Conférence: "les animaux ont-ils des droits ?" 

par D. Carsin

Conférence du 7 mars 2020 à la Bibliothèque Niemeyer du Havre

 Les animaux ont-ils des droits  ?  

par Didier Carsin, professeur de philosophie, animateur de l'association PHILOPOP (association populaire de philosophie du Havre)

Enregistrement audio

 

Plan de la conférence

Introduction   :

Le spectacle des traitements infligés aux animaux dans les abattoirs ou dans les grandes fermes consacrées à l'élevage industriel suscite une inquiétude morale croissante. Ne doit-on pas reconnaître que les animaux ont des droits, en tant qu'être vivants sensibles, pour interdire de telles pratiques   ?

Que faut-il entendre quant on parle des droits des animaux   ? S'agit-il de les considérer seulement comme des objets de droit qui imposent des obligations aux êtres humains (code rural, code de l'environnement, code civil, code pénal), ou plus radicalement,  de les reconnaître comme de vrais sujets de droit, analogues aux êtres humains  ?  Une telle reconnaissance est-elle possible, et si c'est le cas, s'applique-t-elle indistinctement à tous les animaux?

1- La distinction juridique des personnes et des choses   en vertu de laquelle les animaux n'ont pas de droits 

    Les animaux sont des êtres sans conscience et sans raison qui ne peuvent être considérés comme des personnes. Entre l'homme et la bête, il y a une frontière absolue.

    Ils peuvent donc être utilisés par les hommes à leur profit (comme nourriture, moyen de travail...)

    L'homme peut-il pour autant en faire usage n'importe comment et exercer sur eux des traitements cruels  ? Kant (Doctrine de la vertu § 17)   : les animaux n'ont pas de droits mais l'homme a des devoirs à l'égard de ceux qui sont soumis à sa garde dans la mesure où il se rapporte à eux comme à des personnes (exemple du vieux cheval qu'on entretient par reconnaissance pour les longs services qu'il a rendus)

2- Peut-on étendre aux animaux le statut de personne   et leur reconnaître ainsi des droits   ? 

    La mise en cause du critère de la raison pour reconnaître des droits à un être (Bentham, Introduction aux principes de la morale et de la législation, 1789)

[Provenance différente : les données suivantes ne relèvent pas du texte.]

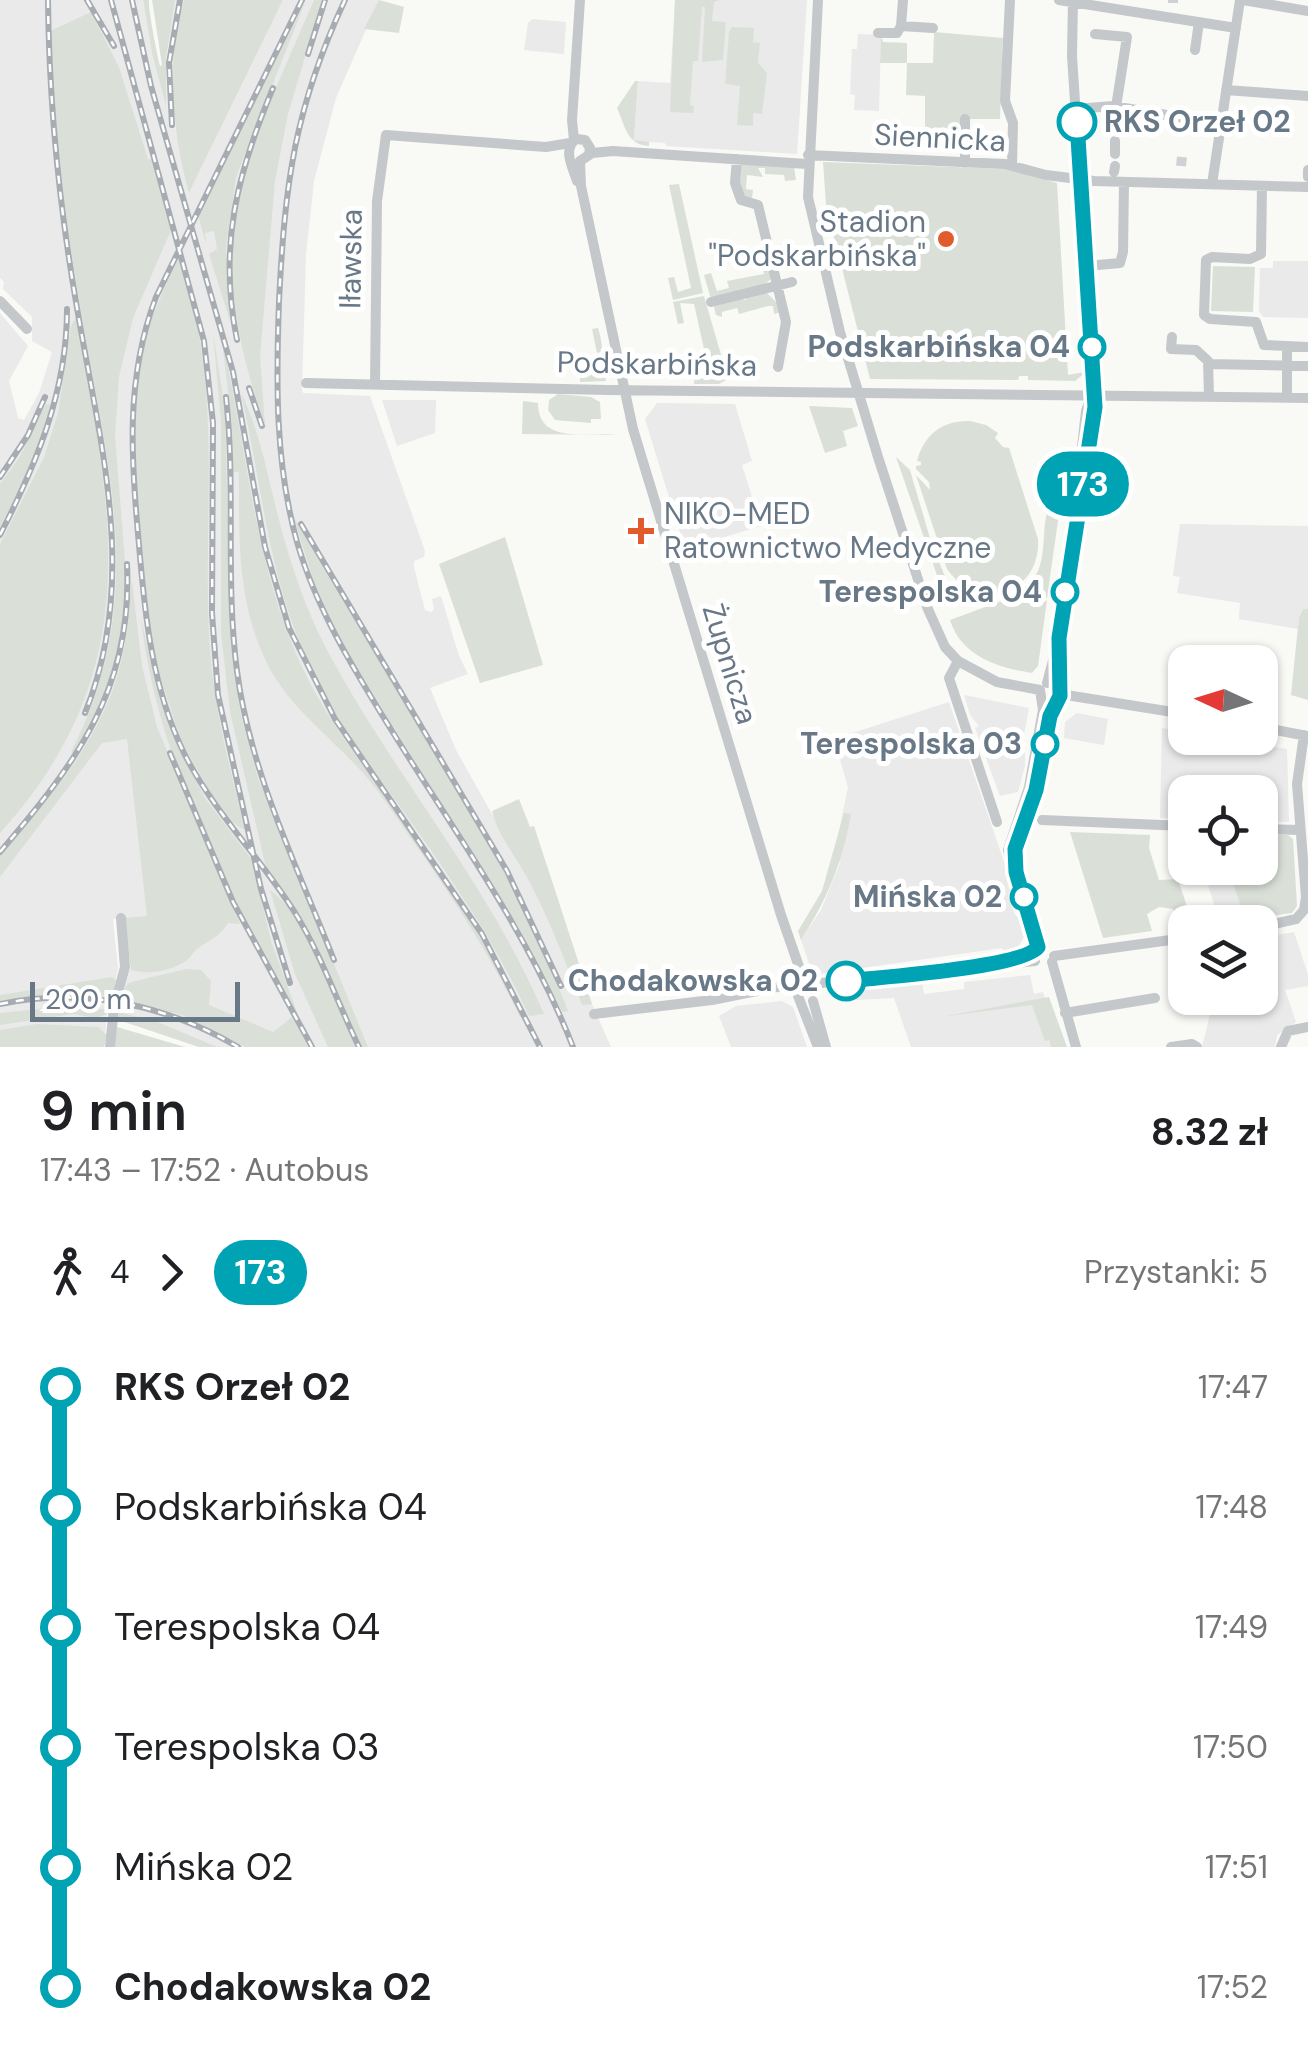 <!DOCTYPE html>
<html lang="pl">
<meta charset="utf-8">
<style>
:root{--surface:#fff;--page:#f2f2f2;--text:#202124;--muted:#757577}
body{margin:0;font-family:"DM Sans",sans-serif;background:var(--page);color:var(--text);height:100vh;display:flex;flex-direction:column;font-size:38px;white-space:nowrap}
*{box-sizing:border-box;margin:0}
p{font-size:32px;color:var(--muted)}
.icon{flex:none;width:55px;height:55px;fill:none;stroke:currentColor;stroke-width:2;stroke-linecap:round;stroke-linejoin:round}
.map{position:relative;height:1047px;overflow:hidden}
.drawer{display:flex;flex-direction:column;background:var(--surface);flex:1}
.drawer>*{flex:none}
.badge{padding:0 20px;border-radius:32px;font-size:35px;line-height:65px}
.needle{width:65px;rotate:274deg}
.tools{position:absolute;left:1168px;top:645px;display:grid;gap:20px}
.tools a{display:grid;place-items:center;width:110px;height:110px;border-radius:20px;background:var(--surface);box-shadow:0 2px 8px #0004;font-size:50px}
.scale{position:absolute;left:30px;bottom:25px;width:210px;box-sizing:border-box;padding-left:10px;border:5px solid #687887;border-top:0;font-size:28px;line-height:35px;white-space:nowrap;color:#687887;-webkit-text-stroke:8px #fff;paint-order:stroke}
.map>.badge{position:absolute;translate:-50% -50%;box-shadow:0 0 0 5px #fff}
.legs{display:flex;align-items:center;gap:15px;height:110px;padding:0 40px;font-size:32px}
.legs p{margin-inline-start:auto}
.summary{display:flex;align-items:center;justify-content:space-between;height:170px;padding:0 40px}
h1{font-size:55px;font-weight:600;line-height:75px}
ul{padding:0 40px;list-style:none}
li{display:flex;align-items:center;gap:35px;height:120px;font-size:38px}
li i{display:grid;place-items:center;width:15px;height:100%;margin:0 12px;background:currentColor}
li i::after{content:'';width:25px;height:25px;margin:-12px;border:8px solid;border-radius:50%;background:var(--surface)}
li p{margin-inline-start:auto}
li:first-child i{background:linear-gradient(#0000 50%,currentColor 0)}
li:last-child i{background:linear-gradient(currentColor 50%,#0000 0)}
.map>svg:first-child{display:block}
</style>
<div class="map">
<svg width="1308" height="1047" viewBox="0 0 1308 1047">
<rect width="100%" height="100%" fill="#f9f9f6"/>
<path fill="#e9eae9" d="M0 0H143L152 54 165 102 171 15 175 0H184L172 78 173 118 190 191 283 0H379L336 98 314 181 306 254 302 389 303 393 370 396 425 551 424 557 414 561V567L425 610 431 612 434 609 432 599 441 596 459 656 468 674 430 688 456 750 529 880 549 872 592 1004 611 1047H199L116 1019 131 966 126 918 113 919 118 969 107 1014 104 1047H0V313L28 346 9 381 18 418 24 420 39 393 52 352 32 341V317L3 289 4 282 0 278Z
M675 0H807L797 154 666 146 665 143 634 141 638 81 670 83Z
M532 19 566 22 564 54 524 50 528 23Z
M858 34 881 35 879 111 854 110 855 95 850 94 852 49H857Z
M901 128 925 131 960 129 959 149 900 148Z
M1273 261H1308V318L1263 317 1259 311 1260 268H1273Z
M382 400H436L435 433 397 446Z
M657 403 735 404 752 461 742 465 761 526 685 549 645 419Z
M1180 524 1308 526V609H1303L1299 616 1298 629 1239 619 1240 603 1177 593 1180 577 1173 576Z
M964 695 1029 708 1021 751 1025 753V766L1018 792 1000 796 975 728 979 726 970 715Z
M949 702 1012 885 1008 896 1011 905 1015 915 1023 920 1027 932 1016 950 1004 951 1002 948 813 975 801 940 821 910 840 863 833 859 848 787 838 753 843 750 840 737Z
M1077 713 1108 719 1104 745 1064 738 1065 722Z
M1162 728 1185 732V738H1217L1287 749 1289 822 1260 821V792H1185V818H1160Z
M1222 876 1231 878 1246 922H1220L1206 879Z
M1294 932 1308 975V986L1285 990 1296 1022 1277 1035 1275 1047H1202L1214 998H1260V938Z
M1030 975 1034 994 1043 992 1045 998 1035 1002 1051 1047H911L894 998 855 1000 854 991 922 982 924 994 964 989V982Z
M782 1001 793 1007 807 1047H731L719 1016 736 1006Z"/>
<path fill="#dae0d7" d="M143 0H149C148 9 157 54 160 66L162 65 152 0H175L166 60V106L152 54Z
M184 0H283L189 193C172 130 165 64 184 0Z
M306 0 236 177 226 247 230 321 209 254 217 249 214 231 205 233 206 244 198 215Z
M314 0H322L288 114 275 181 260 356 265 425C200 240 241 169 314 0Z
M379 0 404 7 399 33 364 29Z
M675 0H720L714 2 712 21 726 22 723 60 702 62 705 7H702L698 61H693L690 105 694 106 693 113 670 112Z
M91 12 119 67 148 159H152L172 228 133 318 119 377 115 436 126 574 122 635 108 690 93 724 75 755 71 752C149 600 108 469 81 312 65 220 54 125 50 31Z
M732 27 754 28 753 42 760 43 758 63 767 73 762 114 753 113V126L737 125 740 86 725 84 729 32Z
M934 32 1003 38 1000 119H961L960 129 925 131V96L906 95 907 63H880L881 35 883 42 907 43V63H933Z
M635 81H638L634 140 649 142V146C627 145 625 126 617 108Z
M823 162 1007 169 1057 183 1068 375 1084 372 1082 325 1085 373 1075 381 1028 380V376H1019L1018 380 870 379 826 205Z
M741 164 794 167 796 180 785 181 784 175 765 174V168H758L763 177 747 175 746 189 753 190 752 198 744 197 739 183Z
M679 184 703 293 673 300 668 278 674 277 678 292 691 288 669 185Z
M178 254C226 386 201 513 210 649 214 710 231 771 245 830L228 820 218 806 181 741 156 664 148 615 135 468V395L148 328Z
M769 264 773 277 762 287 712 298 710 296 704 275 711 273 717 291 729 288 727 281 764 274 763 265Z
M1213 266 1255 267 1253 312 1211 311Z
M766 292 778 304 781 312 774 314 773 306H768L739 314 737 308 722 312V317L716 315 714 307C721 300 737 296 746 300V296Z
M704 296 728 379 719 384H694L695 372 716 371V359L706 358 694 304 680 303 684 323 678 324 673 302Z
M76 317C113 515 148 670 0 833V544L44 457 58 413 71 326Z
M598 328C604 346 602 363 606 381L580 382V370H592L599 363 592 329Z
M213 332 225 410 231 645 241 715 258 778 368 1047H362L308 929 266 868 230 712 221 633V422Z
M222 340C248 451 254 567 304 671 328 721 363 765 396 810 443 877 488 943 524 1017H520C492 959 459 907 422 854 404 829 388 803 369 780 335 739 287 708 265 659 237 599 239 537 239 472H233L231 417Z
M241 393C262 435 269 485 282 531 293 571 306 609 325 646 391 772 488 882 544 1014L529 1016C495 941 448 874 401 808 372 769 342 730 320 687 268 587 265 499 241 393Z
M558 394 591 397 600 402 601 419H591V423L555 420 548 410 549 400Z
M523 401 538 403C538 446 590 431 617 435L522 434Z
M46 404 50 405 44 432 28 471 0 527V484L19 458Z
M809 406 852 408 858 426 843 431 847 446 825 453Z
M970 421 986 425 998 433 995 438 1003 447 1009 448 1038 539C1041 595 978 613 947 569L916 475 930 490 929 482 916 469V466L921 465V462L917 461C924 435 942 420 970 421Z
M896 457 910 470 932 545 951 591 947 604Z
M1054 500H1061L1047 598 1037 595 1036 600 1043 603 1047 600 1038 666 1032 673C998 668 961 656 950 620L1007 599 1032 581 1035 584 1029 589 1033 593 1040 587 1033 580C1051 554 1037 519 1054 500Z
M293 516C386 680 500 835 568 1011L562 1012 521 931 340 641 313 579Z
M505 537 543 665 480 683 439 564Z
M132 581 142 666 157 727 240 924 228 923C220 937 209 940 197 949 193 952 190 958 186 961 170 971 149 975 131 970L124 918 147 916 127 739 102 743 0 877V856C51 795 104 738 122 658 128 633 128 606 132 581Z
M1303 609H1308V700L1291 695 1299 617Z
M141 619 159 694 180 750 205 798 252 860 271 941 298 1015C229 893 157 761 141 619Z
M519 799 530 827 534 826 592 1004 582 1005C566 963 550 921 529 881 517 858 498 836 492 811Z
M844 813 851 814C843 861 827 900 801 940L798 931 822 891Z
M1070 832 1150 835 1149 848 1159 880 1178 879 1192 922H1185V927H1181L1173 909 1159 907 1147 914 1152 931 1103 938Z
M1260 835H1288L1293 839 1297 906 1292 913 1245 919 1231 878 1190 879 1192 868H1260Z
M270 890C306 914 336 1005 356 1047H328L295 974Z
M185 969 201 970 211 981 209 1005 273 1032 292 1017 308 1047H245L182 1015 122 999C123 994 124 988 128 984 131 981 176 972 185 969Z
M112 977 116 980 112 997 51 994 0 1001V995Z
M1049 997 1067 1047H1051L1049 1040 1045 1041 1032 1005 941 1017Z
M49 1008 108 1009 107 1014 96 1018 73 1014 0 1025V1013Z
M119 1012 155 1021 217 1047H199L116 1019Z
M37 1024 98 1027 107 1035 104 1047H0V1030Z
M117 1027 185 1047H113Z"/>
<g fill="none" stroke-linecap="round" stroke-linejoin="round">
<path stroke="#ced2d5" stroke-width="10" stroke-dasharray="10 5" stroke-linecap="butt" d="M1173 3V0
M1181 166 1182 157"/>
<path stroke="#c4c8cb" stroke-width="10" d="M818 0 808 197 840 332 878 457 927 607 945 647 958 661 997 682 1040 690
M903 0 901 26 933 28
M1010 0 1005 101 1013 123 1012 166
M1059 0 1236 28
M1243 0 1308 11
M878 33H897L901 26
M1095 34 1127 37 1116 107
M1195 50 1199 22
M1226 90 1308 96
M1076 109 1113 106 1220 124
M574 140 572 120 580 0
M1115 154V141
M808 155 1005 164 1046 175 1094 181 1308 187
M737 159 735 183 741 200 758 205 786 322 778 367
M580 161 581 186 633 429 781 915 805 984
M580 161 592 153 613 151 807 164
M965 163V119
M1114 172 1115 166
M1308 177V170
M577 181C573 168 562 149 576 139L585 140 590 148 589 155
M1212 184 1240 0
M1262 186 1261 254 1250 259 1212 257 1206 260 1204 315 1210 319 1256 322 1264 345 1308 347
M1087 266 1120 263 1123 252 1124 182
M0 301 27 329
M711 302 792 282
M1172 337 1171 349 1196 350 1208 361 1209 396
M1209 364 1308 366
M306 383 607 390 1308 398
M375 385 377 201 386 135 546 147 570 143
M1287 397V346
M1077 492 1086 411 1092 395
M958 661 949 678 997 822
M1047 683 1059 638 1095 407 1072 56 1073 0
M1060 694 1185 714
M1260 727 1307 736
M1042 820 1185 826
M1260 829 1300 830
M1015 852 1036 790 1052 711 1059 696 1060 647
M1296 919 1304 910 1306 897 1297 784 1304 735
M1260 927 1296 919
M1037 947 1008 850 1029 787 1043 710 1040 690
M1054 956 1185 938
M1010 960 1033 953
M1052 962 1076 1047
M813 1001 826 1047
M1065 1013 1155 998
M594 1014 712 1000 782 986 798 989
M110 1047 114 1007 125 967 121 918
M818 1047 798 996 802 985 1035 961
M1171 1047 1192 1044 1197 1047
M1281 1047 1288 1031 1308 1027"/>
<defs>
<path id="rail" d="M48 0C49 101 59 203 76 302 99 440 140 578 85 713
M87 0 114 46
M111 0 204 341 213 423 212 613 218 695 261 889 290 983
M132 0 151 86 233 372 265 547 289 628 335 719 482 934 540 1047
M302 0 156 297C125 379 131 459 139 545 145 617 152 687 184 753 214 813 262 859 297 916 322 957 338 1004 359 1047
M345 0C294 109 285 183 279 301 276 383 275 463 297 542 317 611 355 671 392 731 456 834 529 934 573 1047
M308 54 325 0
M172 125 169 63 180 0
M237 340C218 246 237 174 273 88
M249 388 262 426
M226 397C236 488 225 580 237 671 250 772 297 866 334 960
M0 477 28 435 45 397
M301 524 507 871 561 986
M0 535C37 462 67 392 67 309
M170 753 233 902 312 1047
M0 852C77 762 133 688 127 564
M0 1004C83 987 165 1004 238 1047"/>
</defs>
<use href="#rail" stroke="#a7acb2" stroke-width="6"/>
<use href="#rail" stroke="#fff" stroke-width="2.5" stroke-dasharray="8" stroke-linecap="butt"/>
</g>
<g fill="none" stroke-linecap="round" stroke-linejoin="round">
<defs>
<path id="line-1" d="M846 981C880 977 1022 968 1038 947L1016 872 1015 849 1036 790 1050 716 1060 696 1059 638 1095 407 1077 122"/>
</defs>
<use href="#line-1" stroke="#fff" stroke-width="22"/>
<use href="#line-1" stroke="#00a3b4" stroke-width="15"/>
</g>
<g fill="#fff" stroke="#00a3b4" stroke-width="5">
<circle cx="1077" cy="122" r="18"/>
<circle cx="1092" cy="347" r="12"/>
<circle cx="1065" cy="592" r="12"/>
<circle cx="1045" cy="744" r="12"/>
<circle cx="1024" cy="897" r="12"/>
<circle cx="846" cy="981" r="18"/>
</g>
<g fill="#e25b2d" stroke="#fff" stroke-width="4">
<circle cx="946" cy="239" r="10"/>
<path d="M636 516h10v10h10v10h-10v10h-10v-10h-10v-10h10z"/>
</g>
<g text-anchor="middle" stroke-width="10" stroke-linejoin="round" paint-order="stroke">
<g font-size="30" font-weight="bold" fill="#687887" stroke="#fff" text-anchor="end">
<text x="1104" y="132" text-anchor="start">RKS Orzeł 02</text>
<text x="1070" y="357">Podskarbińska 04</text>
<text x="1042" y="602">Terespolska 04</text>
<text x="1022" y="754">Terespolska 03</text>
<text x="1002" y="907">Mińska 02</text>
<text x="818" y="991">Chodakowska 02</text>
</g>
<g font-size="30" fill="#687887" stroke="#fff">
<text transform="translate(940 138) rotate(3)" y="10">Siennicka</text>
<text transform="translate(351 259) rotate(-89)" y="10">Iławska</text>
<text transform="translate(657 364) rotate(1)" y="10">Podskarbińska</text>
<text transform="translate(730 664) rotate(73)" y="10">Żupnicza</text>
</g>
<g font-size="30" fill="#687887" stroke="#fff" text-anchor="end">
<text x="926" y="232">Stadion<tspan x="926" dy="34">"Podskarbińska"</tspan></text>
<text x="664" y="524" text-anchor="start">NIKO-MED<tspan x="664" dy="34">Ratownictwo Medyczne</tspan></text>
</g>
</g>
</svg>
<div class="tools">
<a><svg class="needle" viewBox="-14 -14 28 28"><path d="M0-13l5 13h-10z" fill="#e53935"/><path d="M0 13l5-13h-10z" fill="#757577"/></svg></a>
<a><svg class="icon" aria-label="locate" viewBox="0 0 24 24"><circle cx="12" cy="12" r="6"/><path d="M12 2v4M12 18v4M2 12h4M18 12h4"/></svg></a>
<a><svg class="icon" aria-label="layers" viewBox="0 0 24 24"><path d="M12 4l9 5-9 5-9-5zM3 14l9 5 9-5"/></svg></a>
</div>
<div class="scale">200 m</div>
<b class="badge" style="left:1083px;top:484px;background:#00a3b4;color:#fff">173</b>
</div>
<section class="drawer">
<div class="summary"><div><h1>9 min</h1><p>17:43 – 17:52 · Autobus</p></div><b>8.32 zł</b></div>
<div class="legs"><svg class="icon" aria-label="walk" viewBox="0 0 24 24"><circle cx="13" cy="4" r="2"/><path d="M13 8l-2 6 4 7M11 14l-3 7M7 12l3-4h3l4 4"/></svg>4<svg class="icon" aria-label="forward" viewBox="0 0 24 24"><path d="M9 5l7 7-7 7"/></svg><b class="badge" style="background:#00a3b4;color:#fff">173</b><p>Przystanki: 5</p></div>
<ul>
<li><i style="color:#00a3b4"></i><b>RKS Orzeł 02</b><p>17:47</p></li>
<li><i style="color:#00a3b4"></i><span>Podskarbińska 04</span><p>17:48</p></li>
<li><i style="color:#00a3b4"></i><span>Terespolska 04</span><p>17:49</p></li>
<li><i style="color:#00a3b4"></i><span>Terespolska 03</span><p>17:50</p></li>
<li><i style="color:#00a3b4"></i><span>Mińska 02</span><p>17:51</p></li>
<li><i style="color:#00a3b4"></i><b>Chodakowska 02</b><p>17:52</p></li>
</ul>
</section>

    C'est la capacité d'éprouver du plaisir et de la peine (la sensibilité) qui seule permet de justifier qu'un être ait des droits, en se traduisant chez lui par le fait d'avoir des intérêts. L'intérêt est ainsi le critère qui permet de définir un sujet de droit

    L'égalité morale de tous les animaux, qu'ils soient humains ou non   ; le refus de l'anthropocentrisme et du «  spécisme  »   ; le projet d'une «  libération animale  »   : P. Singer (La libération animale, 1975), T. Regan (Les droits des animaux, 1983), G. Francione (Les animaux comme personnes   : essais sur l'abolition de l'exploitation animale, 2008)

 

3- Il est absurde de parler des droits des animaux 

    L'ambiguïté du concept d'animal

    Si les droits comportent des devoirs corrélatifs, quelles sont les obligations des animaux   ?

    A qui s'adresse la prescription de respecter les droits des animaux   ? Si c'est à l'homme seulement, ne reconnaît-on pas alors qu'il se distingue des animaux en tant qu'être moral (ce que dit Darwin dans La descendance de l'homme). Que peut signifier que tous les animaux ont le droit de vivre   : que le loup n'a pas le droit de tuer et de manger l'agneau   ?

 

Conclusion   : les animaux n'ont pas des droits, mais l'homme a des devoirs envers eux  ; ce sont des devoirs différenciés qui ne traitent pas tous les animaux de la même façon (animaux sauvages, domestiques, de compagnie)

 

Lectures conseillées   : outre les ouvrages signalés, Trois utopies contemporaines (l'utopie animaliste) de F. Wolff chez Fayard   ; Etre le bien d'un autre de Florence Burgat chez Rivages poche   ; L'animalisme est un anti-humanisme, CNRS Editions, Le silence des bêtes. La philosophie à l'épreuve de l'animalité, chez Fayard.